Collected data
————————
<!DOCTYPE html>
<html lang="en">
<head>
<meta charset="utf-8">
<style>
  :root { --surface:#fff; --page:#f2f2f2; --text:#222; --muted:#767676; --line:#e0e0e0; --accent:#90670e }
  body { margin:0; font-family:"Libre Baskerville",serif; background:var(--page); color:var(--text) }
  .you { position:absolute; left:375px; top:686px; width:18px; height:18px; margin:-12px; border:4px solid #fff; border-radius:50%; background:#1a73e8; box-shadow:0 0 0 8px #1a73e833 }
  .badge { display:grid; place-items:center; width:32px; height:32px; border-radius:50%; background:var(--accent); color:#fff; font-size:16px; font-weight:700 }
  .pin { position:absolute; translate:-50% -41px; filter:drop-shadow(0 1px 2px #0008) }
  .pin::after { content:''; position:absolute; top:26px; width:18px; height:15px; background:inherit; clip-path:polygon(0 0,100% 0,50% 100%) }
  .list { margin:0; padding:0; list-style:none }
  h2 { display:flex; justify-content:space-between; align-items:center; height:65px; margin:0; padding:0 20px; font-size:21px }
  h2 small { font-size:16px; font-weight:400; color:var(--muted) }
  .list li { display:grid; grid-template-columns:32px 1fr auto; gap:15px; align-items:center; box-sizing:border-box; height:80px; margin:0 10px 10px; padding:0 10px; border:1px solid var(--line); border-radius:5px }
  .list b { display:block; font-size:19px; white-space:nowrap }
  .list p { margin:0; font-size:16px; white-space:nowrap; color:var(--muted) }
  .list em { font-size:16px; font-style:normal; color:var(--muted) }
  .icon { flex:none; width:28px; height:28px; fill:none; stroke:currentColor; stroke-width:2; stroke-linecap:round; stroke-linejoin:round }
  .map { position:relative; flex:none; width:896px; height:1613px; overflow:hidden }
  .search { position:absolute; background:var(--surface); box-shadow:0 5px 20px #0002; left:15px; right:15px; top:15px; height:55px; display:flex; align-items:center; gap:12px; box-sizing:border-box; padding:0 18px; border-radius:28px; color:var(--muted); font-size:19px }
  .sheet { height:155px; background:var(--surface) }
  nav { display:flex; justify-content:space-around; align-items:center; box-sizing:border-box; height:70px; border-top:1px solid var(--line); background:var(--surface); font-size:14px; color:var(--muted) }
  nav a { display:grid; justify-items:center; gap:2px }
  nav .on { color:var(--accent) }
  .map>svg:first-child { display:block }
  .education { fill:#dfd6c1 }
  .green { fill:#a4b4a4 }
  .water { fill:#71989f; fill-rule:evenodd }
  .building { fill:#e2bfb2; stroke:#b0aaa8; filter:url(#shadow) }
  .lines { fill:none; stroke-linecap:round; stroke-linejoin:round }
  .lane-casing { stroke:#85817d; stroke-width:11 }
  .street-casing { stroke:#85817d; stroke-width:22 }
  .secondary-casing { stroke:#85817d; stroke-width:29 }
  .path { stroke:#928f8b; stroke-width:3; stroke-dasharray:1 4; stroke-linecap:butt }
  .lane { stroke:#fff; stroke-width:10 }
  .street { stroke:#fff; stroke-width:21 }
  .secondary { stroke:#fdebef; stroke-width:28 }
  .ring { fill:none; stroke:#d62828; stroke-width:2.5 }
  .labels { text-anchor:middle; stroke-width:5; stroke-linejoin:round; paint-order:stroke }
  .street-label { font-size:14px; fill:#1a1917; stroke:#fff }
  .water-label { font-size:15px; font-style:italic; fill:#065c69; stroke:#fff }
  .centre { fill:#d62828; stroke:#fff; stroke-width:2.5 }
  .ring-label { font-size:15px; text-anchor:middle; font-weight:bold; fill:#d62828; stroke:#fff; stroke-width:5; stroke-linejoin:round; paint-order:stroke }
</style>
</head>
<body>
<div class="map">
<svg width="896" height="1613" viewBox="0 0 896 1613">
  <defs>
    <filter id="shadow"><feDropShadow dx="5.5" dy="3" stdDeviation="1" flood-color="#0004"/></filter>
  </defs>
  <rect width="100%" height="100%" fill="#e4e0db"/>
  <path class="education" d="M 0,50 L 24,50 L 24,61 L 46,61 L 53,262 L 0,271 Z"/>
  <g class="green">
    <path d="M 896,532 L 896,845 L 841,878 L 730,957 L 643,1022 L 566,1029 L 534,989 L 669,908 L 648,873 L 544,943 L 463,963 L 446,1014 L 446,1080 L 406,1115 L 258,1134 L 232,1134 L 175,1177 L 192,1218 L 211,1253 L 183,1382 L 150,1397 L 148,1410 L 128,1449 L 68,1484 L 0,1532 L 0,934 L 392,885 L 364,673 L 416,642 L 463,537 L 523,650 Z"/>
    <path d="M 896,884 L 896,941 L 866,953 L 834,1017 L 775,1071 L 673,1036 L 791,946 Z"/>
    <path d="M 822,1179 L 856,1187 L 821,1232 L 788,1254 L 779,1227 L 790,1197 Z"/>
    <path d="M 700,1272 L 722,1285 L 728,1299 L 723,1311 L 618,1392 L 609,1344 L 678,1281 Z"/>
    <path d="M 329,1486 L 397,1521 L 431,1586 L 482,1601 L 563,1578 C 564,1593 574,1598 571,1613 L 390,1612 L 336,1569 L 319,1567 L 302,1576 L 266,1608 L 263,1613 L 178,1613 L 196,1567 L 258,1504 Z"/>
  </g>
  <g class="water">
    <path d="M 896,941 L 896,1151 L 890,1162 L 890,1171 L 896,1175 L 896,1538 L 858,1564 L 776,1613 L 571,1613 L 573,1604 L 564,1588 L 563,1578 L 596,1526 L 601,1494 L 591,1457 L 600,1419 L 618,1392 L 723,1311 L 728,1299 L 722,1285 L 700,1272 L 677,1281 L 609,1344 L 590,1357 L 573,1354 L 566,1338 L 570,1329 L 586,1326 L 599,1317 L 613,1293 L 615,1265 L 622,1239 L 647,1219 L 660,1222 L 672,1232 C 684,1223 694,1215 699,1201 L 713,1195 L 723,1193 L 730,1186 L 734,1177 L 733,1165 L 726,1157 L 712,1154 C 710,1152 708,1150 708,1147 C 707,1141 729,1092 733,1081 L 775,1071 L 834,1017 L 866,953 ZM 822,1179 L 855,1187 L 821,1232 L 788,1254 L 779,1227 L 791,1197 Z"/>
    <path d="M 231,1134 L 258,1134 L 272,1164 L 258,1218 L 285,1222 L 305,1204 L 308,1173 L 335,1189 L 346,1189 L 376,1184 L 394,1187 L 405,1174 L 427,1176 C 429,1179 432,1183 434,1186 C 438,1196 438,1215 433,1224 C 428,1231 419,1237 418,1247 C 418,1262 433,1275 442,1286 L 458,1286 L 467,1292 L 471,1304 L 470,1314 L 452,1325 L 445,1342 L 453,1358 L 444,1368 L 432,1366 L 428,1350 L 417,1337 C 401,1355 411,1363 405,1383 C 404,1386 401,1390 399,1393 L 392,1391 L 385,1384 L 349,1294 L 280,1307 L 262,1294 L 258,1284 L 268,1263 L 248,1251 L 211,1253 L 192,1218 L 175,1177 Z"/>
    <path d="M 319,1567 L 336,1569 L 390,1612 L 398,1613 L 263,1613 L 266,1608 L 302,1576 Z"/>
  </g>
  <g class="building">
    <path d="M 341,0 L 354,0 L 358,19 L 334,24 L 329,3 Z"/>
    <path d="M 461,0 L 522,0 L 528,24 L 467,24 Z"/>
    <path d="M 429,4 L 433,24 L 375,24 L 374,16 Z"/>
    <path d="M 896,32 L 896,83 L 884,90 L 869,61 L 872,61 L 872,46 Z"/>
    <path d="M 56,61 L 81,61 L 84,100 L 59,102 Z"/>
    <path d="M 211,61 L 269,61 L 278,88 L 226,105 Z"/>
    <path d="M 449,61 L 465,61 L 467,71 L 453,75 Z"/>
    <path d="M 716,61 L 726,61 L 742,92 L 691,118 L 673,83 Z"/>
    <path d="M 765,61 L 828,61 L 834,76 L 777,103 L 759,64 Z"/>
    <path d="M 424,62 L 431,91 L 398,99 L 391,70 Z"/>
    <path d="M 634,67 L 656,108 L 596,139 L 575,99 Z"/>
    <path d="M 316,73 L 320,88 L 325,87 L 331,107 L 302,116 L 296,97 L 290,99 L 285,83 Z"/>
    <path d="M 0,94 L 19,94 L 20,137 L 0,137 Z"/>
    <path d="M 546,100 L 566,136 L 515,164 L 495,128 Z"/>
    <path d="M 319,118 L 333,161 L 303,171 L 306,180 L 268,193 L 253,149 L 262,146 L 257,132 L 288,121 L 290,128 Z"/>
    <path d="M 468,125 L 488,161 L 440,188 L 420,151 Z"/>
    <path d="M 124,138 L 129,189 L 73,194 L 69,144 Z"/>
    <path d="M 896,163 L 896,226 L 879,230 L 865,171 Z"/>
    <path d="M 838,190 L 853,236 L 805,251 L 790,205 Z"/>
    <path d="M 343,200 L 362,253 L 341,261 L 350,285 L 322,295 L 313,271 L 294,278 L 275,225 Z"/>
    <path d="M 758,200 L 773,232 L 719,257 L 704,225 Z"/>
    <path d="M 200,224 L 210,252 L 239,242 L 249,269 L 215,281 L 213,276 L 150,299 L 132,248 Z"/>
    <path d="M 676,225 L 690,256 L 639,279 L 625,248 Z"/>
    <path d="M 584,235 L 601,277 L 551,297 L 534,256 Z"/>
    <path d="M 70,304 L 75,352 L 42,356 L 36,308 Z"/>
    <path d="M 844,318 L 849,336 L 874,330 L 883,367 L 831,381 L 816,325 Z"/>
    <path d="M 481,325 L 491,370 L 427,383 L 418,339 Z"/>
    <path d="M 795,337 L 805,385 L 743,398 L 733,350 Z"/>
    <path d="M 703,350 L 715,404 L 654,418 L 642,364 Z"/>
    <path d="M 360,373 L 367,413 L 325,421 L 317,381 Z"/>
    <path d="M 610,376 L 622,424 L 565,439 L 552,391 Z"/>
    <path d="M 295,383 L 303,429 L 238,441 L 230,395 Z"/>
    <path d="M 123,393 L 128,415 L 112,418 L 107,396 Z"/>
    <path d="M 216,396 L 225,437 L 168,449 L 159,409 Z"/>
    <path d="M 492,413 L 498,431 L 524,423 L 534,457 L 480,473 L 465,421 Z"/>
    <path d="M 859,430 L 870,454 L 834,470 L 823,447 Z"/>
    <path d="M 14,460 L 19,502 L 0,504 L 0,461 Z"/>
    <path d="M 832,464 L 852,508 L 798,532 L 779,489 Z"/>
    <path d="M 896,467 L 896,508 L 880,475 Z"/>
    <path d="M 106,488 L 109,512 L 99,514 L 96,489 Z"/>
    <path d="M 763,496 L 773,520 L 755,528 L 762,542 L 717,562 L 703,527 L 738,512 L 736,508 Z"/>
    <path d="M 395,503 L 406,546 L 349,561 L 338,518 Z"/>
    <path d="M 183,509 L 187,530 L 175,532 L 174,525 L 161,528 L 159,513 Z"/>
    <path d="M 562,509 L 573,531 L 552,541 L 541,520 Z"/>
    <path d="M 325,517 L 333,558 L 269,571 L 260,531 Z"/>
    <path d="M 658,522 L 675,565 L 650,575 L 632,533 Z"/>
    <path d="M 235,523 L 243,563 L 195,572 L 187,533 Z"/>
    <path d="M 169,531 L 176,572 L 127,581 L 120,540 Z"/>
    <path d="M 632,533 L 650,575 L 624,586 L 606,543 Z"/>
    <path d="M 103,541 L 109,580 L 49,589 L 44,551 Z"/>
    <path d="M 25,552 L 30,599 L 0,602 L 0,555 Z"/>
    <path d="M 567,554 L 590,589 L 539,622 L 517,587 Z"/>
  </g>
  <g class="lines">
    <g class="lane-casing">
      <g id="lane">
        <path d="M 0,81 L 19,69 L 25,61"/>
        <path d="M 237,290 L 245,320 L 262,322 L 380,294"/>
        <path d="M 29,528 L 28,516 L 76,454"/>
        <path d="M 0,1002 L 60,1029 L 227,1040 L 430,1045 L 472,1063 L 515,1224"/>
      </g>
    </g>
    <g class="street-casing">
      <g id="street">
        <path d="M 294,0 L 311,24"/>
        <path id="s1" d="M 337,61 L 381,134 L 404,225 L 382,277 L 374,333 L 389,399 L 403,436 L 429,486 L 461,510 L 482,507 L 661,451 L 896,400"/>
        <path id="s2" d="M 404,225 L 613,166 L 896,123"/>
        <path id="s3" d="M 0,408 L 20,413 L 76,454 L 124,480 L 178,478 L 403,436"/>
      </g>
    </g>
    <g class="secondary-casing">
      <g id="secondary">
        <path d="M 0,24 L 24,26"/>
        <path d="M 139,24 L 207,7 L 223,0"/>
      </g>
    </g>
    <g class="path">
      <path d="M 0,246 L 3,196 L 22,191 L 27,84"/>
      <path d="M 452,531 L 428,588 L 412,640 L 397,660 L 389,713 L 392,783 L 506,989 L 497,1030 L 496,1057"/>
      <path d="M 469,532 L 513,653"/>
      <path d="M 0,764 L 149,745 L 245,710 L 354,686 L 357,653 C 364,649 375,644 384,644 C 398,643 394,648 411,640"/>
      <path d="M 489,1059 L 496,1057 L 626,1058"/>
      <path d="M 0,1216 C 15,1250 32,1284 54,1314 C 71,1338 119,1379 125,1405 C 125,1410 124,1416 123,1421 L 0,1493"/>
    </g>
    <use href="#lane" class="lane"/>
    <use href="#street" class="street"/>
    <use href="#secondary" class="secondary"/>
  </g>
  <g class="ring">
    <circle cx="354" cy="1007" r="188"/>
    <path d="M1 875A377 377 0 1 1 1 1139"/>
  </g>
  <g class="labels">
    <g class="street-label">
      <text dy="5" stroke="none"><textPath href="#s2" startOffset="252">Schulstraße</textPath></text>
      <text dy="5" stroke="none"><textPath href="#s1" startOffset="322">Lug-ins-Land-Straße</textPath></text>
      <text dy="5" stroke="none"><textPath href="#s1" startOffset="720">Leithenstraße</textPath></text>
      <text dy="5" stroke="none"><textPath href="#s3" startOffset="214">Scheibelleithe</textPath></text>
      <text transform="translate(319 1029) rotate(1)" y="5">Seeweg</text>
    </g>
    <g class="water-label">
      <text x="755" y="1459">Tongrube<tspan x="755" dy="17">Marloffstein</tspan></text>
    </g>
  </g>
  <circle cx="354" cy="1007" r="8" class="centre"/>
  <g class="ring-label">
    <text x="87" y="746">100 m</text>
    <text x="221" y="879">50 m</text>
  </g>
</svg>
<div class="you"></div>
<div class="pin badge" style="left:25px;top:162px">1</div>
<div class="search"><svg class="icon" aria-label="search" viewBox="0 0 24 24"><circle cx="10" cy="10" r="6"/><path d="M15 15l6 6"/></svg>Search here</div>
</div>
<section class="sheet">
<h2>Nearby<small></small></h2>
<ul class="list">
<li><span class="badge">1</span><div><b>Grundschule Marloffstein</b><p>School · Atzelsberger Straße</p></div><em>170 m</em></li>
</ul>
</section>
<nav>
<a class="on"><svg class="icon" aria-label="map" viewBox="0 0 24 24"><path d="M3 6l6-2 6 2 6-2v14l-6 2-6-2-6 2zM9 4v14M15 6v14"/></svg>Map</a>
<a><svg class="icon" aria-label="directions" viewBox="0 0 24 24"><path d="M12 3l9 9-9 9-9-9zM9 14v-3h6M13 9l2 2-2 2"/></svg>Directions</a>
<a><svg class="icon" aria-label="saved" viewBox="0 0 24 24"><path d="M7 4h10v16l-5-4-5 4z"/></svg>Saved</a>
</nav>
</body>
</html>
————————
**WHAT THE EXERCISE ASKS**:
Take every line above that includes the string "lines" and return it.

**WRITTEN ANSWER**:
  .lines { fill:none; stroke-linecap:round; stroke-linejoin:round }
  <g class="lines">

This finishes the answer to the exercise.